> WORK INSTRUCTIONS: From the first line of the listing below to the line with "position:absolute; right:12px; bottom:12px;", print each line exactly, and nothing more. Leave out the pictures.

____ DATA UNDER STUDY

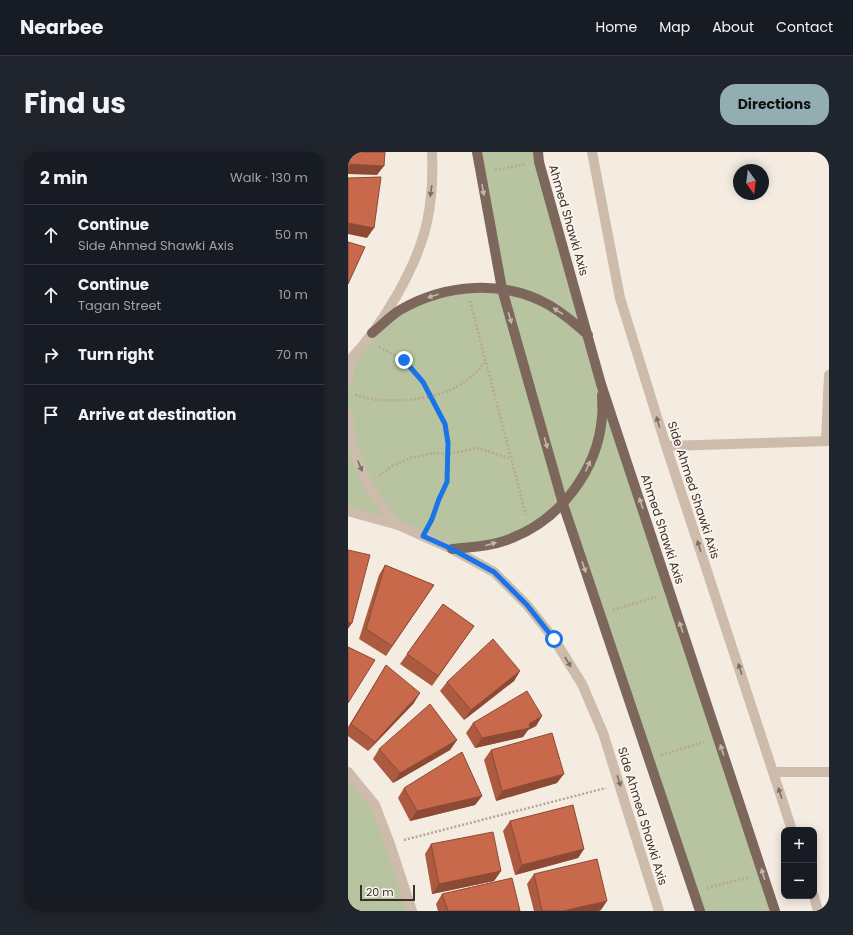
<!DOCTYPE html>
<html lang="en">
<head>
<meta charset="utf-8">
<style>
	body { margin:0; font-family:Poppins,sans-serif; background:#20242c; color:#f1f3f6 }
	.controls { position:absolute; right:12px; bottom:12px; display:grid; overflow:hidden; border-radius:8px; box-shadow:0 2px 10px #0003 }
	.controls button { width:36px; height:36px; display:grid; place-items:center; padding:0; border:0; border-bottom:1px solid #363941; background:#171b24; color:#f1f3f6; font:20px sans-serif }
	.compass { position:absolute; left:385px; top:12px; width:36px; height:36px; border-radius:50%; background:#171b24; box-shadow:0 2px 10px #0003; rotate:166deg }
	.scale { position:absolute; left:12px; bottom:10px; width:55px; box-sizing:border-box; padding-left:4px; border:2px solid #3b302b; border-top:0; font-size:11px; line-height:14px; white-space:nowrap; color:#3b302b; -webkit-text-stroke:3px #fbf5ee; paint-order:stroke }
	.stop { position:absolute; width:12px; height:12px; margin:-9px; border:3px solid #1a73e8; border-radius:50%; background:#fff }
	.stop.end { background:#1a73e8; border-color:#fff; box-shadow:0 1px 4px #0008 }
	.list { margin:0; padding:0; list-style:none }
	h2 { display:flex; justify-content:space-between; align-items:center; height:52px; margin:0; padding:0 16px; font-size:17px }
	h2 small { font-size:13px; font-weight:400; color:#9ea1a6 }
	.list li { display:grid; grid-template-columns:26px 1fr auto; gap:12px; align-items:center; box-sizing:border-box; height:60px; padding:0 16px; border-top:1px solid #363941 }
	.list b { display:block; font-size:15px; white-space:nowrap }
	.list p { margin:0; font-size:13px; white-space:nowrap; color:#9ea1a6 }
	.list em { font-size:13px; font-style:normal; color:#9ea1a6 }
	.icon { flex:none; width:22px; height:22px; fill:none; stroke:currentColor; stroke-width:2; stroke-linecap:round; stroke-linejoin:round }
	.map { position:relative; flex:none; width:481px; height:759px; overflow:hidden; border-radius:16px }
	header { display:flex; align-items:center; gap:24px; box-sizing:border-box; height:56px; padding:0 20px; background:#171b24; border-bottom:1px solid #363941 }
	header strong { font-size:19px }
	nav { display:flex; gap:22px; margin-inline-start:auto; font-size:14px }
	.intro { display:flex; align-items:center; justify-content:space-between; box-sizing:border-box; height:96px; padding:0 24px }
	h1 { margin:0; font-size:28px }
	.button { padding:10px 18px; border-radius:16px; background:#92aeb2; color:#111; font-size:14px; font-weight:700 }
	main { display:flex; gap:24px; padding:0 24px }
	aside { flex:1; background:#171b24; border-radius:16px; box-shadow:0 2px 10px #0003 }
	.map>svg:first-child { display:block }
	.green { fill:#b8c4a0 }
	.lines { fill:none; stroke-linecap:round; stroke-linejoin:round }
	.path { stroke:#b9a596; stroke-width:2.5; stroke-dasharray:2 2; stroke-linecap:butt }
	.minor { stroke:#cdbbac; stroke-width:10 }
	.major { stroke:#7d675c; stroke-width:10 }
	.wall { fill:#ac5a40 }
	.shaded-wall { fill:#8c4a34 }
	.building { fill:#c8694b; stroke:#8c4a34 }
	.oneway { fill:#c2b5ac }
	.oneway2 { fill:#7d6f65 }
	.route { stroke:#1a73e8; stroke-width:5 }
	.labels { text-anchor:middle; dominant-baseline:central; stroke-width:3.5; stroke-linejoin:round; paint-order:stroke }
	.street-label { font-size:12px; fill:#3b302b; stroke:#fbf5ee }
</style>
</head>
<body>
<header>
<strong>Nearbee</strong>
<nav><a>Home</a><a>Map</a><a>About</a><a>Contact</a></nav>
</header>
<div class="intro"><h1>Find us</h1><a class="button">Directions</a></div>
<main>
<aside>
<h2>2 min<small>Walk · 130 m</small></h2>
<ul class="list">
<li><svg class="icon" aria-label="ahead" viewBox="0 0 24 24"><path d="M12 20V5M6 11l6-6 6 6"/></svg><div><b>Continue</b><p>Side Ahmed Shawki Axis</p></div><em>50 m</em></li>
<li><svg class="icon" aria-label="ahead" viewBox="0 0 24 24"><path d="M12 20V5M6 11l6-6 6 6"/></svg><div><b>Continue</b><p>Tagan Street</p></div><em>10 m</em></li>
<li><svg class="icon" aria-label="right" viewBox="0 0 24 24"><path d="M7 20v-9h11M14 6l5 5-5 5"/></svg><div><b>Turn right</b></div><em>70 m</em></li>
<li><svg class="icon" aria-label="arrive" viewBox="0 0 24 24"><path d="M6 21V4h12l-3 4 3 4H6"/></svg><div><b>Arrive at destination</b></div></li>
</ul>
</aside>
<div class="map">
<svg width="481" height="759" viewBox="0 0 481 759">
	<rect width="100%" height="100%" fill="#f4ebe1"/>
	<path class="green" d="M129,0h61l63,232 174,527h-76l-136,-407 -51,34 -60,11 -104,-38v-149l24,-29 59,-38 70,-6z
		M0,620l27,33 37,106h-64z"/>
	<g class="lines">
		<path class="path" d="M147,18l30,-6
			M122,149l56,214
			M31,195l25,13 19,22 22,42 3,19 -1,38 -18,44
			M7,243c9,2 18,5 27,5 39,2 79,-5 103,-38
			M31,324l13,-10 18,-8 25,-5 13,1 30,-6 33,11
			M265,458l43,-13
			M313,603l43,-13
			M56,688l202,-52
			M359,736l43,-11"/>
		<path class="minor" d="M244,0l28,146 46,148 126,384
			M0,210c33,-34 69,-94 79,-140 5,-23 6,-47 5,-70
			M0,231l3,-25
			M0,263c2,29 12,57 27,81 6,10 16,20 23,29
			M478,289l3,-66
			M318,294l163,-5
			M0,359l50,14 54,24 42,23 33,33 27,34 28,45 21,49 56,178
			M0,620l27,33 15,39 22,67
			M426,620h55
			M466,744l4,15"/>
		<path class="major" d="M129,0l25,137 61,215 137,407
			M190,0l1,10 62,222 174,527
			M24,181c9,-7 18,-17 28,-23 45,-26 103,-31 149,-5 15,9 27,19 39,30
			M104,397c21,-2 41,-3 60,-11 49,-19 86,-69 90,-121 1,-7 0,-15 0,-22"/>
	</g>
	<path class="wall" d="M37,413l49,20 -48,71 -27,-17 20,-64z
		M95,452l31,22 -42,60 -32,-22z
		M38,513l28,38 -46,48 -20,-15v-9l32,-52z
		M172,519l-6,10 -50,39 -24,-29 7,-9z
		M194,564l-6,10 -8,4 -5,7 -48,11 -9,-15 7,-10z
		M109,588l-7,10 -57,33 -20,-24 6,-10z
		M143,598l66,33 -61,18 -12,-41z
		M56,636l78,8 -7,9 -65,16 -12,-23z
		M162,669l74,28 -6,9 -63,17 -12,-44z
		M83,692l70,27 -7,10 -62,13 -7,-40z
		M186,722l67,36 -3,1h-64l-7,-27z
		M94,742l78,17h-82l-2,-7z"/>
	<path class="shaded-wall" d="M0,12l36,2 -7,9 -29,-1z
		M0,71l26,5 -7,10 -19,-4z
		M0,470l4,1 -4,6z
		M172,519l-6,10 -50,39 7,-10z
		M72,541l-6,10 -46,48 7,-9z
		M194,564l-6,10 -8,4 -5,7 -48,11 7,-10 47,-14z
		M109,588l-7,10 -57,33 7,-10z
		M216,622l-7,9 -61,18 6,-10z
		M134,644l-7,9 -65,16 7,-10z
		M236,697l-6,9 -63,17 7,-10z
		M153,719l-7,10 -62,13 7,-10z
		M259,749l-6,9 -3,1h-35z"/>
	<path class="building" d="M0,0h37l-1,14 -36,-2z
		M33,25l-7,51 -26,-5v-45z
		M0,90l17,5 -17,37z
		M0,398l22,5 -18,68 -4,-1z
		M37,413l49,20 -42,61 -26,-17z
		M95,452l31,22 -36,50 -31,-22z
		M145,487l27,32 -49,39 -24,-28z
		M0,495l27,13 -27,43z
		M38,513l34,28 -45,49 -24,-18z
		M179,539l15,25 -13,8 1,4 -48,10 -9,-15z
		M82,552l27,36 -57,33 -21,-24z
		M204,581l12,41 -62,17 -11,-41z
		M114,600l20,44 -65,15 -13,-23z
		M225,653l11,44 -62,16 -12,-44z
		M145,680l8,39 -62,13 -8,-40z
		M249,707l10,42 -44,10h-21l-8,-37z
		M164,726l8,33h-72l-6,-17z"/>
	<defs><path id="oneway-solid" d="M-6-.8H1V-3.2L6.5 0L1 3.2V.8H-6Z"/></defs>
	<g class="oneway">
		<use href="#oneway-solid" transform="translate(135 38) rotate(80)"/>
		<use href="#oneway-solid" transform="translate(85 144) rotate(163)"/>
		<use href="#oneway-solid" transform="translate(210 159) rotate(-147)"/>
		<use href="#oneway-solid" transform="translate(162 166) rotate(74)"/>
		<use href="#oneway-solid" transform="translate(198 291) rotate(74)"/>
		<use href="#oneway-solid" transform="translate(240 314) rotate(-66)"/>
		<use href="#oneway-solid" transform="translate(293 351) rotate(-108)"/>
		<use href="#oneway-solid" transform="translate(143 392) rotate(-16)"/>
		<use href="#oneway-solid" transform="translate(236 415) rotate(71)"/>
		<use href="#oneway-solid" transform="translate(333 475) rotate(-108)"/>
		<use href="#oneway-solid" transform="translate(374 598) rotate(-108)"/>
		<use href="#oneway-solid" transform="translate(415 722) rotate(-108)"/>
	</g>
	<g class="oneway2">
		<use href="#oneway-solid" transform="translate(83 39) rotate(98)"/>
		<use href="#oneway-solid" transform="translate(310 270) rotate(-107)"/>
		<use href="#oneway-solid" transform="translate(12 314) rotate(67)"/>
		<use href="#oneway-solid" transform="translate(351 394) rotate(-108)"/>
		<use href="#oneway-solid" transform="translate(220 510) rotate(59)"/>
		<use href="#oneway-solid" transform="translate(392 517) rotate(-108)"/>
		<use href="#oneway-solid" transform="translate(271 629) rotate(72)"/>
		<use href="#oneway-solid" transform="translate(432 641) rotate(-108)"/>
	</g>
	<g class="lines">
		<path class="route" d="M56,208l19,22 22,42 3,19 -1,39 -8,17 -7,20 -9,17 29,13 42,23 33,33 27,34"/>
	</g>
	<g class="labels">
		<g class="street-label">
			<text transform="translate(221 68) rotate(74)">Ahmed Shawki Axis</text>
			<text transform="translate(346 338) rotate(72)">Side Ahmed Shawki Axis</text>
			<text transform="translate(315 377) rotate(72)">Ahmed Shawki Axis</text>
			<text transform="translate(295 664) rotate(73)">Side Ahmed Shawki Axis</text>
		</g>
	</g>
</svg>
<div class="controls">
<button>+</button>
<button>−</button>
</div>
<svg class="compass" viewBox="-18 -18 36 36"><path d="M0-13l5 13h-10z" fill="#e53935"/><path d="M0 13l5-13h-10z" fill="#9ea1a6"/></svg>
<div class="scale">20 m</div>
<div class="stop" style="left:206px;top:487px"></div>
<div class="stop end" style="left:56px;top:208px"></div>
</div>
</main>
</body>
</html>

________

> OUTPUT FOR THIS TASK:
<!DOCTYPE html>
<html lang="en">
<head>
<meta charset="utf-8">
<style>
	body { margin:0; font-family:Poppins,sans-serif; background:#20242c; color:#f1f3f6 }
	.controls { position:absolute; right:12px; bottom:12px; display:grid; overflow:hidden; border-radius:8px; box-shadow:0 2px 10px #0003 }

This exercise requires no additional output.